- TASK GOAL:
Copy every line in the listing that contains "AVENIDA".

- DATA SUPPLIED:
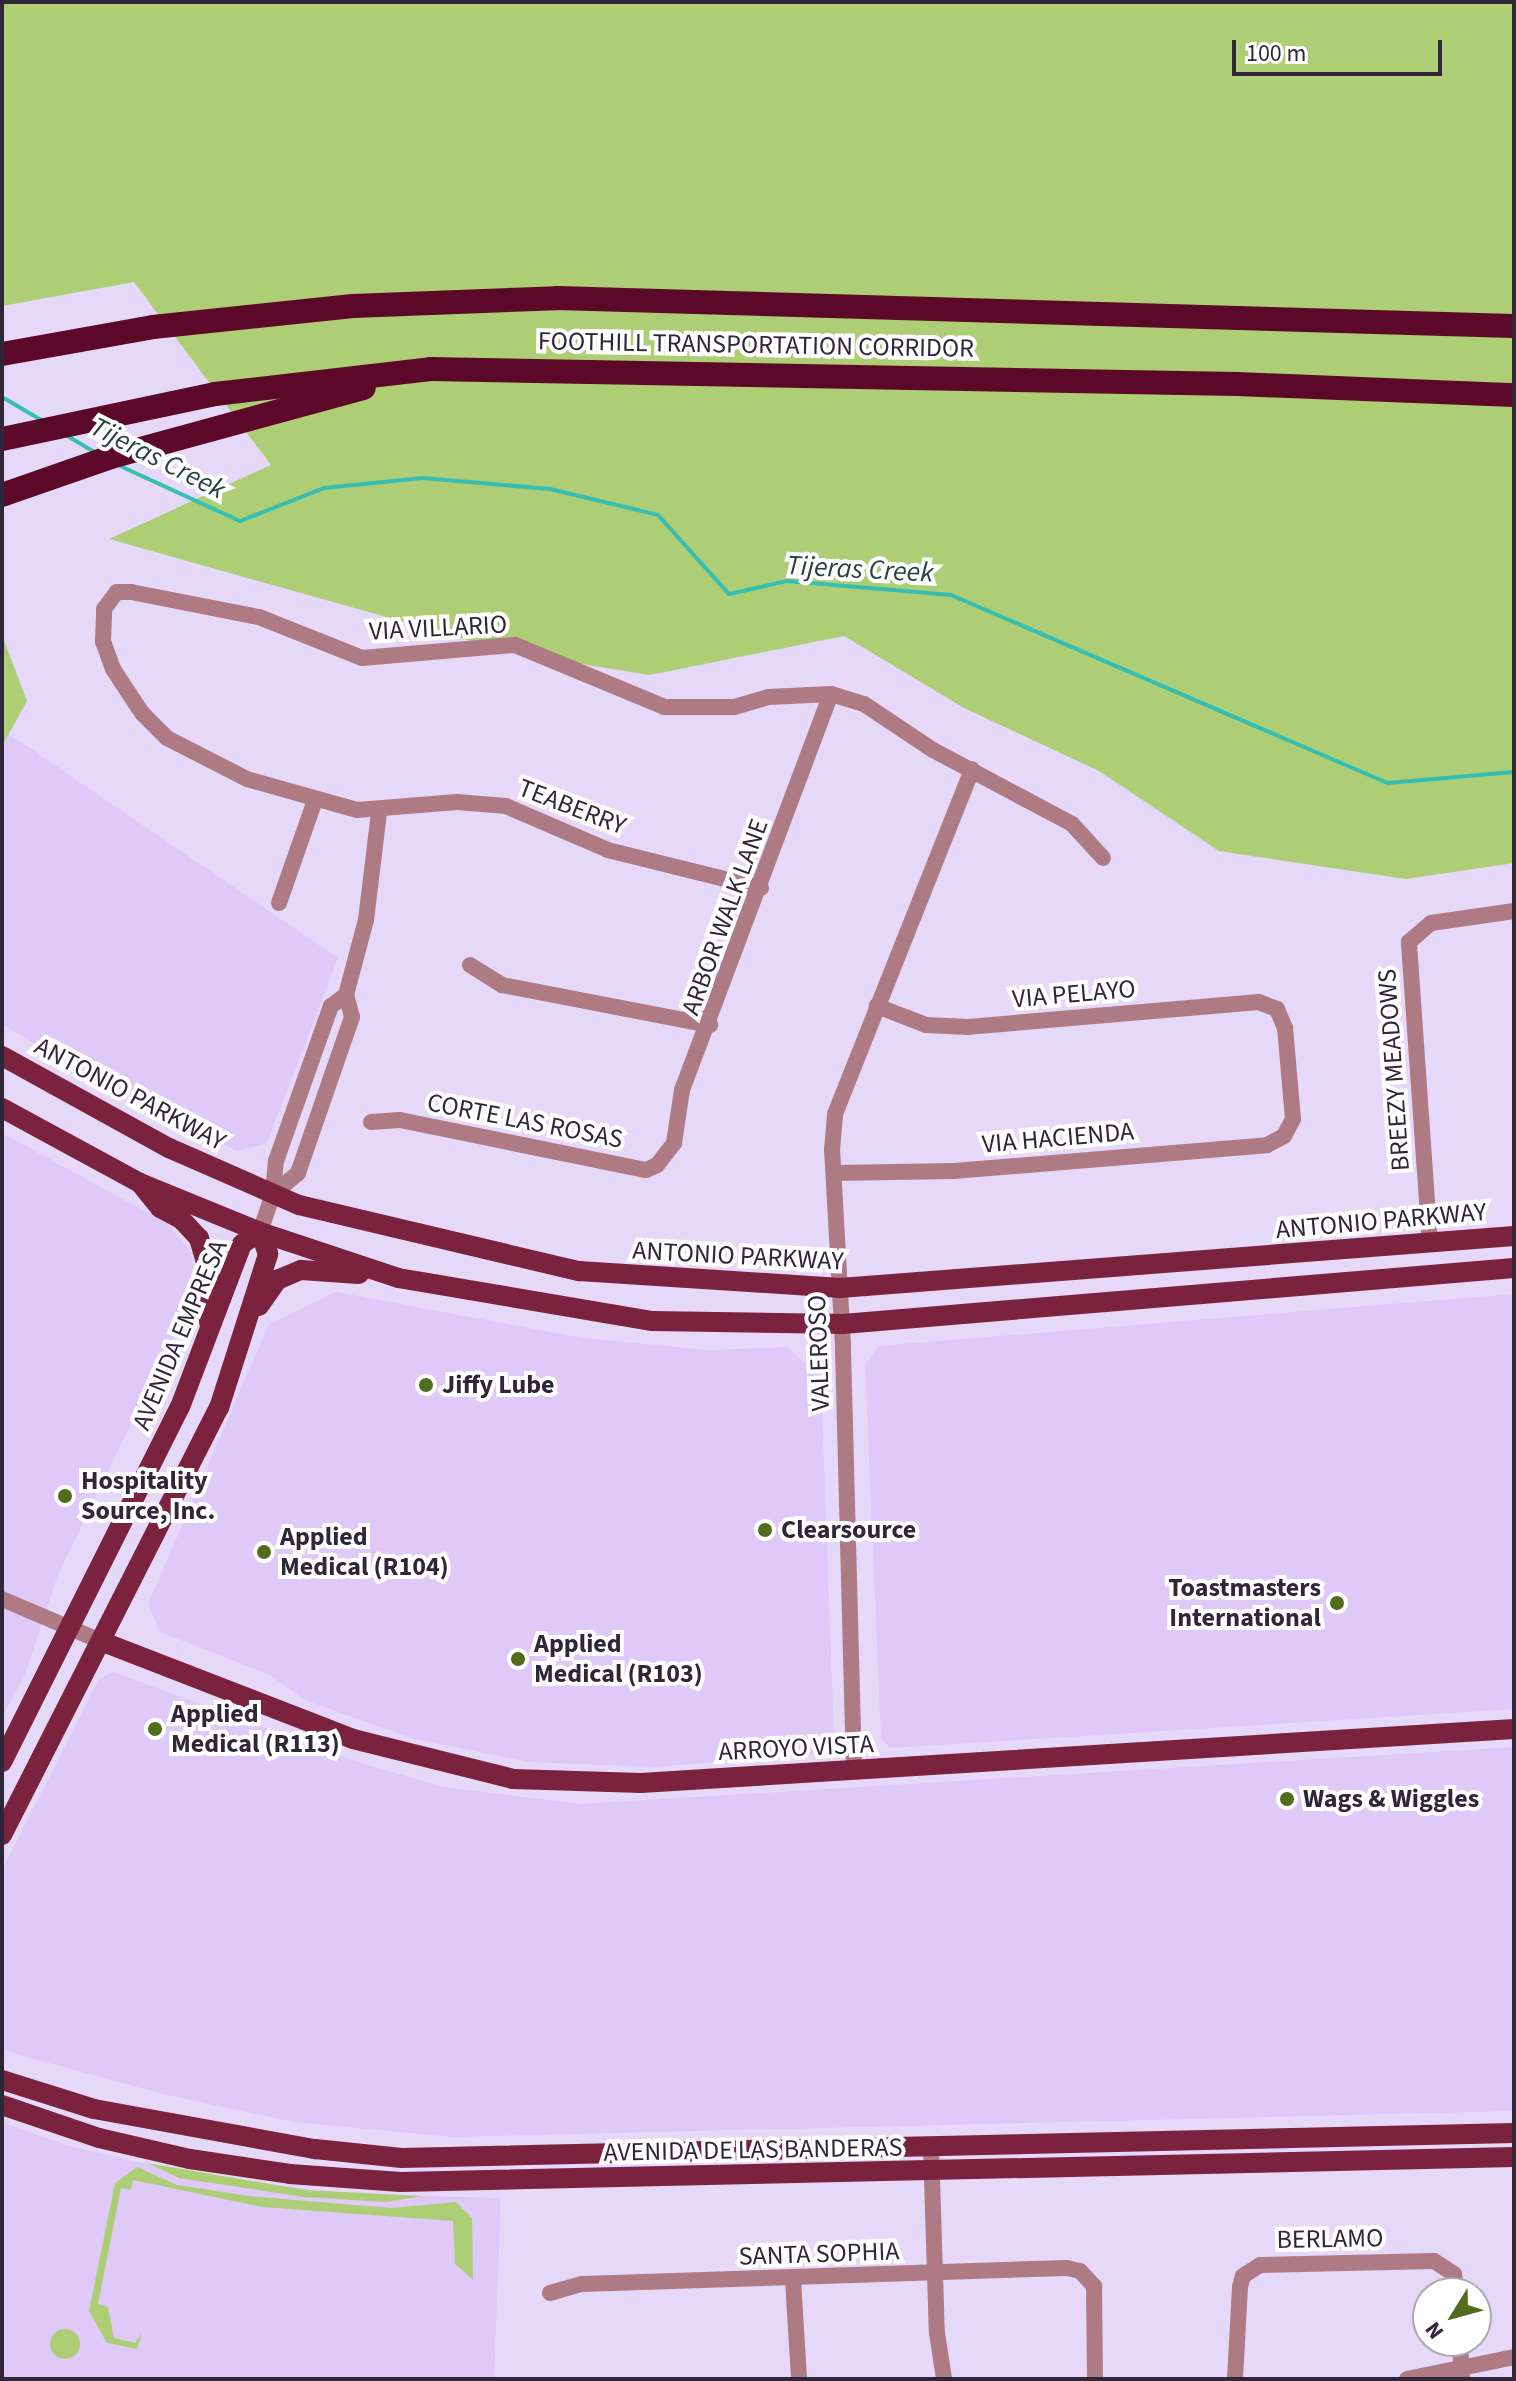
<!DOCTYPE html>
<style>
body{margin:0}
#map{position:relative;width:1516px;height:2381px;overflow:hidden;background:#e6d8f9;font-family:"Source Sans 3",sans-serif}
div>[style]{position:absolute}
[style*='--x']{left:calc(var(--x)*1px);top:calc(var(--y)*1px);width:calc(var(--w)*1px);rotate:calc(var(--a)*1deg)}
.built>*{inset:0;background:#dfc9f9}
.green>*{inset:0;background:#adce74}
.round{border-radius:50%}
.stream>*{height:4px;margin:-2px;padding:0 2px;transform-origin:2px;border-radius:2px;background:#36bfb2}
.minor>*{height:16px;margin:-8px;padding:0 8px;transform-origin:8px;border-radius:8px;background:#ae7b85}
.major>*{height:20px;margin:-10px;padding:0 10px;transform-origin:10px;border-radius:10px;background:#7a223e}
.highway>*{height:24px;margin:-12px;padding:0 12px;transform-origin:12px;border-radius:12px;background:#5c0828}
.dots>*{width:22px;height:22px;translate:-50% -50%;box-sizing:border-box;border:4px solid #fff;border-radius:50%}
span{translate:-50% -50%;white-space:nowrap;text-align:center;line-height:1.15;-webkit-text-stroke:8px #fff;paint-order:stroke}
.street-label{font-size:26px;color:#2f263a}
.poi-label{font-size:26px;color:#2f263a;font-weight:700}
.left{translate:0 -50%;text-align:left}
.right{translate:-100% -50%;text-align:right}
.water-label{font-size:28px;color:#26423f;font-style:italic}
.frame{position:absolute;inset:0;border:4px solid #2f263a;pointer-events:none}
.north{position:absolute;left:1412px;top:2277px;width:80px;height:80px;box-sizing:border-box;background:#fff;border:2px solid #aca8b0;border-radius:50%;rotate:233deg;font-size:22px;font-weight:700;line-height:32px;text-align:center;color:#2f263a}
.north::after{content:'';display:block;margin:auto;width:28px;height:36px;background:#526b1c;clip-path:polygon(50% 0,100% 100%,50% 72%,0 100%)}
.scale{position:absolute;left:1232px;top:40px;width:210px;height:36px;box-sizing:border-box;border:4px solid #2f263a;border-top:0;padding-left:10px;font-size:24px;line-height:28px;white-space:nowrap;color:#2f263a;-webkit-text-stroke:6px #fff;paint-order:stroke}
</style>
<div id="map">
<div class="built">
<div style="clip-path:polygon(9px 734px,338px 958px,267px 1143px,237px 1151px,79px 1071px,2px 1024px,2px 746px)"></div>
<div style="clip-path:polygon(2px 1133px,168px 1224px,191px 1252px,195px 1271px,186px 1310px,57px 1577px,25px 1674px,2px 1718px)"></div>
<div style="clip-path:polygon(336px 1292px,583px 1338px,708px 1350px,788px 1347px,821px 1378px,834px 1738px,819px 1754px,655px 1767px,529px 1762px,411px 1738px,305px 1700px,270px 1675px,160px 1632px,148px 1604px,269px 1324px)"></div>
<div style="clip-path:polygon(1514px 1294px,1514px 1709px,890px 1748px,881px 1739px,865px 1364px,879px 1346px)"></div>
<div style="clip-path:polygon(113px 1672px,358px 1762px,443px 1787px,581px 1804px,1514px 1747px,1514px 2111px,452px 2137px,294px 2122px,163px 2094px,23px 2056px,2px 2049px,2px 1870px,99px 1679px)"></div>
<div style="clip-path:polygon(2px 2122px,69px 2146px,209px 2178px,357px 2194px,501px 2198px,494px 2379px,2px 2379px)"></div>
</div>
<div class="green">
<div style="clip-path:polygon(2px 2px,1514px 2px,1514px 863px,1406px 879px,1219px 851px,1099px 771px,964px 708px,844px 636px,650px 675px,514px 653px,109px 539px,271px 465px,134px 282px,2px 306px)"></div>
<div style="clip-path:polygon(2px 635px,27px 701px,2px 746px)"></div>
<div style="clip-path:polygon(147px 2163px,305px 2190px,422px 2196px,387px 2202px,304px 2197px,179px 2178px)"></div>
<div style="clip-path:polygon(137px 2167px,177px 2185px,249px 2196px,391px 2208px,456px 2202px,472px 2218px,473px 2280px,455px 2264px,453px 2221px,262px 2207px,133px 2180px,131px 2190px,121px 2188px,98px 2304px,108px 2307px,114px 2338px,135px 2343px,142px 2333px,137px 2349px,107px 2343px,89px 2311px,115px 2183px)"></div>
<div class="round" style="left:50px;top:2329px;width:30px;height:30px"></div>
</div>
<div class="stream">
<div style="--x:2;--y:397;--w:45;--a:30.5"></div>
<div style="--x:66;--y:435;--w:35;--a:31"></div>
<div style="--x:118;--y:465;--w:134;--a:24.7"></div>
<div style="--x:240;--y:521;--w:90;--a:-21.4"></div>
<div style="--x:324;--y:488;--w:99;--a:-5.8"></div>
<div style="--x:422;--y:478;--w:128;--a:4.9"></div>
<div style="--x:550;--y:489;--w:111;--a:13.5"></div>
<div style="--x:658;--y:515;--w:106;--a:48.1"></div>
<div style="--x:729;--y:594;--w:59;--a:-12.6"></div>
<div style="--x:787;--y:581;--w:165;--a:4.9"></div>
<div style="--x:951;--y:595;--w:476;--a:23.3"></div>
<div style="--x:1388;--y:783;--w:126;--a:-5"></div>
</div>
<div class="minor">
<div style="--x:761;--y:888;--w:158;--a:-166.1"></div>
<div style="--x:608;--y:850;--w:111;--a:-156.7"></div>
<div style="--x:506;--y:806;--w:49;--a:-175.3"></div>
<div style="--x:457;--y:802;--w:100;--a:175.4"></div>
<div style="--x:357;--y:810;--w:114;--a:-164.3"></div>
<div style="--x:247;--y:779;--w:90;--a:-152.9"></div>
<div style="--x:167;--y:738;--w:35;--a:-135"></div>
<div style="--x:142;--y:713;--w:53;--a:-123.4"></div>
<div style="--x:113;--y:669;--w:29;--a:-110"></div>
<div style="--x:103;--y:642;--w:33;--a:-88"></div>
<div style="--x:104;--y:609;--w:21;--a:-53"></div>
<div style="--x:117;--y:592;--w:14;--a:0"></div>
<div style="--x:131;--y:592;--w:130;--a:11.1"></div>
<div style="--x:259;--y:617;--w:111;--a:21.7"></div>
<div style="--x:362;--y:658;--w:154;--a:-4.9"></div>
<div style="--x:515;--y:645;--w:162;--a:22.5"></div>
<div style="--x:665;--y:707;--w:69;--a:0"></div>
<div style="--x:734;--y:707;--w:35;--a:-16"></div>
<div style="--x:768;--y:697;--w:63;--a:-2.7"></div>
<div style="--x:831;--y:694;--w:34;--a:17"></div>
<div style="--x:864;--y:704;--w:83;--a:33.7"></div>
<div style="--x:933;--y:750;--w:157;--a:28"></div>
<div style="--x:1072;--y:824;--w:46;--a:47.6"></div>
<div style="--x:279;--y:903;--w:109;--a:-70.7"></div>
<div style="--x:470;--y:965;--w:38;--a:32"></div>
<div style="--x:502;--y:985;--w:212;--a:10.9"></div>
<div style="--x:371;--y:1122;--w:29;--a:-4"></div>
<div style="--x:400;--y:1120;--w:251;--a:11.5"></div>
<div style="--x:646;--y:1170;--w:12;--a:-24"></div>
<div style="--x:657;--y:1165;--w:28;--a:-52"></div>
<div style="--x:674;--y:1143;--w:54;--a:-81.4"></div>
<div style="--x:682;--y:1090;--w:423;--a:-69.4"></div>
<div style="--x:834;--y:1173;--w:120;--a:-1"></div>
<div style="--x:954;--y:1171;--w:314;--a:-4.7"></div>
<div style="--x:1267;--y:1145;--w:19;--a:-28"></div>
<div style="--x:1284;--y:1136;--w:19;--a:-62"></div>
<div style="--x:1293;--y:1119;--w:91;--a:-95"></div>
<div style="--x:1285;--y:1028;--w:21;--a:-113"></div>
<div style="--x:1277;--y:1009;--w:19;--a:-159"></div>
<div style="--x:1259;--y:1002;--w:291;--a:175.1"></div>
<div style="--x:969;--y:1027;--w:43;--a:-177.3"></div>
<div style="--x:926;--y:1025;--w:53;--a:-158.8"></div>
<div style="--x:273;--y:1194;--w:33;--a:-40"></div>
<div style="--x:298;--y:1173;--w:165;--a:-70.9"></div>
<div style="--x:352;--y:1017;--w:23;--a:-105"></div>
<div style="--x:346;--y:995;--w:78;--a:-75.1"></div>
<div style="--x:366;--y:920;--w:109;--a:-83.1"></div>
<div style="--x:260;--y:1232;--w:40;--a:-71.1"></div>
<div style="--x:273;--y:1194;--w:33;--a:-85"></div>
<div style="--x:276;--y:1161;--w:164;--a:-70.5"></div>
<div style="--x:331;--y:1006;--w:19;--a:-36"></div>
<div style="--x:1430;--y:1244;--w:303;--a:-94"></div>
<div style="--x:1409;--y:942;--w:29;--a:-41"></div>
<div style="--x:1431;--y:923;--w:84;--a:-8.2"></div>
<div style="--x:2;--y:1599;--w:110;--a:23.1"></div>
<div style="--x:854;--y:1770;--w:425;--a:-91.5"></div>
<div style="--x:843;--y:1345;--w:195;--a:-93.2"></div>
<div style="--x:832;--y:1150;--w:36;--a:-85"></div>
<div style="--x:835;--y:1114;--w:371;--a:-68.3"></div>
<div style="--x:931;--y:2147;--w:186;--a:88.2"></div>
<div style="--x:937;--y:2333;--w:47;--a:81.3"></div>
<div style="--x:793;--y:2280;--w:99;--a:86.5"></div>
<div style="--x:550;--y:2293;--w:33;--a:-16"></div>
<div style="--x:582;--y:2284;--w:485;--a:-1.9"></div>
<div style="--x:1067;--y:2268;--w:13;--a:13"></div>
<div style="--x:1080;--y:2271;--w:21;--a:47"></div>
<div style="--x:1094;--y:2286;--w:93;--a:89.4"></div>
<div style="--x:1460;--y:2341;--w:38;--a:87"></div>
<div style="--x:1235;--y:2379;--w:92;--a:-86.9"></div>
<div style="--x:1240;--y:2287;--w:11;--a:-75"></div>
<div style="--x:1243;--y:2276;--w:20;--a:-33"></div>
<div style="--x:1260;--y:2265;--w:174;--a:-1.3"></div>
<div style="--x:1434;--y:2261;--w:24;--a:33"></div>
<div style="--x:1454;--y:2274;--w:19;--a:81"></div>
<div style="--x:1407;--y:2379;--w:109;--a:-11.6"></div>
</div>
<div class="major">
<div style="--x:2;--y:1056;--w:191;--a:28.9"></div>
<div style="--x:169;--y:1148;--w:142;--a:23.7"></div>
<div style="--x:299;--y:1205;--w:288;--a:13.3"></div>
<div style="--x:579;--y:1271;--w:262;--a:3.7"></div>
<div style="--x:840;--y:1288;--w:676;--a:-4.41"></div>
<div style="--x:2;--y:1108;--w:157;--a:28.5"></div>
<div style="--x:140;--y:1183;--w:130;--a:22.2"></div>
<div style="--x:260;--y:1232;--w:145;--a:18.4"></div>
<div style="--x:398;--y:1278;--w:258;--a:9.6"></div>
<div style="--x:652;--y:1321;--w:191;--a:0.9"></div>
<div style="--x:843;--y:1324;--w:673;--a:-4.77"></div>
<div style="--x:140;--y:1183;--w:32;--a:51"></div>
<div style="--x:160;--y:1208;--w:24;--a:28"></div>
<div style="--x:181;--y:1219;--w:26;--a:47"></div>
<div style="--x:199;--y:1238;--w:44;--a:74.1"></div>
<div style="--x:211;--y:1280;--w:42;--a:92.7"></div>
<div style="--x:259;--y:1306;--w:32;--a:-55"></div>
<div style="--x:277;--y:1280;--w:26;--a:-23"></div>
<div style="--x:301;--y:1270;--w:58;--a:3.9"></div>
<div style="--x:103;--y:1642;--w:268;--a:21.2"></div>
<div style="--x:353;--y:1739;--w:165;--a:14"></div>
<div style="--x:513;--y:1779;--w:128;--a:1.8"></div>
<div style="--x:641;--y:1783;--w:875;--a:-3.54"></div>
<div style="--x:2;--y:1762;--w:397;--a:-63.4"></div>
<div style="--x:180;--y:1407;--w:174;--a:-69.2"></div>
<div style="--x:242;--y:1244;--w:22;--a:-34"></div>
<div style="--x:2;--y:1835;--w:479;--a:-63.1"></div>
<div style="--x:219;--y:1408;--w:162;--a:-72.3"></div>
<div style="--x:268;--y:1254;--w:23;--a:-110"></div>
<div style="--x:2;--y:2080;--w:96;--a:17.5"></div>
<div style="--x:94;--y:2109;--w:225;--a:10.3"></div>
<div style="--x:315;--y:2149;--w:87;--a:5.9"></div>
<div style="--x:402;--y:2158;--w:1112;--a:-1.29"></div>
<div style="--x:2;--y:2105;--w:102;--a:18.8"></div>
<div style="--x:99;--y:2138;--w:93;--a:13"></div>
<div style="--x:190;--y:2159;--w:101;--a:8.5"></div>
<div style="--x:290;--y:2174;--w:111;--a:4.1"></div>
<div style="--x:401;--y:2182;--w:1113;--a:-1.29"></div>
</div>
<div class="highway">
<div style="--x:2;--y:354;--w:153;--a:-10.1"></div>
<div style="--x:153;--y:327;--w:201;--a:-6"></div>
<div style="--x:353;--y:306;--w:204;--a:-2.2"></div>
<div style="--x:557;--y:298;--w:957;--a:1.68"></div>
<div style="--x:2;--y:439;--w:218;--a:-11.9"></div>
<div style="--x:215;--y:394;--w:217;--a:-6.6"></div>
<div style="--x:431;--y:369;--w:806;--a:1.07"></div>
<div style="--x:1237;--y:384;--w:277;--a:2.3"></div>
<div style="--x:2;--y:495;--w:115;--a:-19.2"></div>
<div style="--x:111;--y:457;--w:262;--a:-15.3"></div>
</div>
<div class="dots">
<div style="left:426px;top:1385px;background:#526b1c"></div>
<div style="left:65px;top:1496px;background:#526b1c"></div>
<div style="left:765px;top:1530px;background:#526b1c"></div>
<div style="left:264px;top:1552px;background:#526b1c"></div>
<div style="left:1337px;top:1603px;background:#526b1c"></div>
<div style="left:518px;top:1659px;background:#526b1c"></div>
<div style="left:155px;top:1729px;background:#526b1c"></div>
<div style="left:1287px;top:1799px;background:#526b1c"></div>
</div>
<div class="street-label">
<span style="left:756px;top:345px;rotate:1deg">FOOTHILL TRANSPORTATION CORRIDOR</span>
<span style="left:438px;top:628px;rotate:-3deg">VIA VILLARIO</span>
<span style="left:572px;top:807px;rotate:21deg">TEABERRY</span>
<span style="left:725px;top:917px;rotate:-70deg">ARBOR WALK LANE</span>
<span style="left:1074px;top:994px;rotate:-5deg">VIA PELAYO</span>
<span style="left:1394px;top:1070px;rotate:-94deg">BREEZY MEADOWS</span>
<span style="left:130px;top:1094px;rotate:28deg">ANTONIO PARKWAY</span>
<span style="left:525px;top:1121px;rotate:11deg">CORTE LAS ROSAS</span>
<span style="left:1058px;top:1138px;rotate:-5deg">VIA HACIENDA</span>
<span style="left:1381px;top:1221px;rotate:-5deg">ANTONIO PARKWAY</span>
<span style="left:738px;top:1256px;rotate:3deg">ANTONIO PARKWAY</span>
<span style="left:180px;top:1335px;rotate:-67deg">AVENIDA EMPRESA</span>
<span style="left:819px;top:1353px;rotate:-92deg">VALEROSO</span>
<span style="left:796px;top:1748px;rotate:-3deg">ARROYO VISTA</span>
<span style="left:753px;top:2150px;rotate:-1deg">AVENIDA DE LAS BANDERAS</span>
<span style="left:1330px;top:2239px;rotate:-1deg">BERLAMO</span>
<span style="left:819px;top:2254px;rotate:-2deg">SANTA SOPHIA</span>
</div>
<div class="poi-label">
<span class="left" style="left:442px;top:1385px">Jiffy Lube</span>
<span class="left" style="left:81px;top:1496px">Hospitality<br>Source, Inc.</span>
<span class="left" style="left:781px;top:1530px">Clearsource</span>
<span class="left" style="left:280px;top:1552px">Applied<br>Medical (R104)</span>
<span class="right" style="left:1321px;top:1603px">Toastmasters<br>International</span>
<span class="left" style="left:534px;top:1659px">Applied<br>Medical (R103)</span>
<span class="left" style="left:171px;top:1729px">Applied<br>Medical (R113)</span>
<span class="left" style="left:1303px;top:1799px">Wags &amp; Wiggles</span>
</div>
<div class="water-label">
<span style="left:158px;top:458px;rotate:27deg">Tijeras Creek</span>
<span style="left:860px;top:569px;rotate:3deg">Tijeras Creek</span>
</div>
<div class="frame"></div>
<div class="north">N</div>
<div class="scale">100 m</div>
</div>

- RESULT OF THE TASK:
<span style="left:180px;top:1335px;rotate:-67deg">AVENIDA EMPRESA</span>
<span style="left:753px;top:2150px;rotate:-1deg">AVENIDA DE LAS BANDERAS</span>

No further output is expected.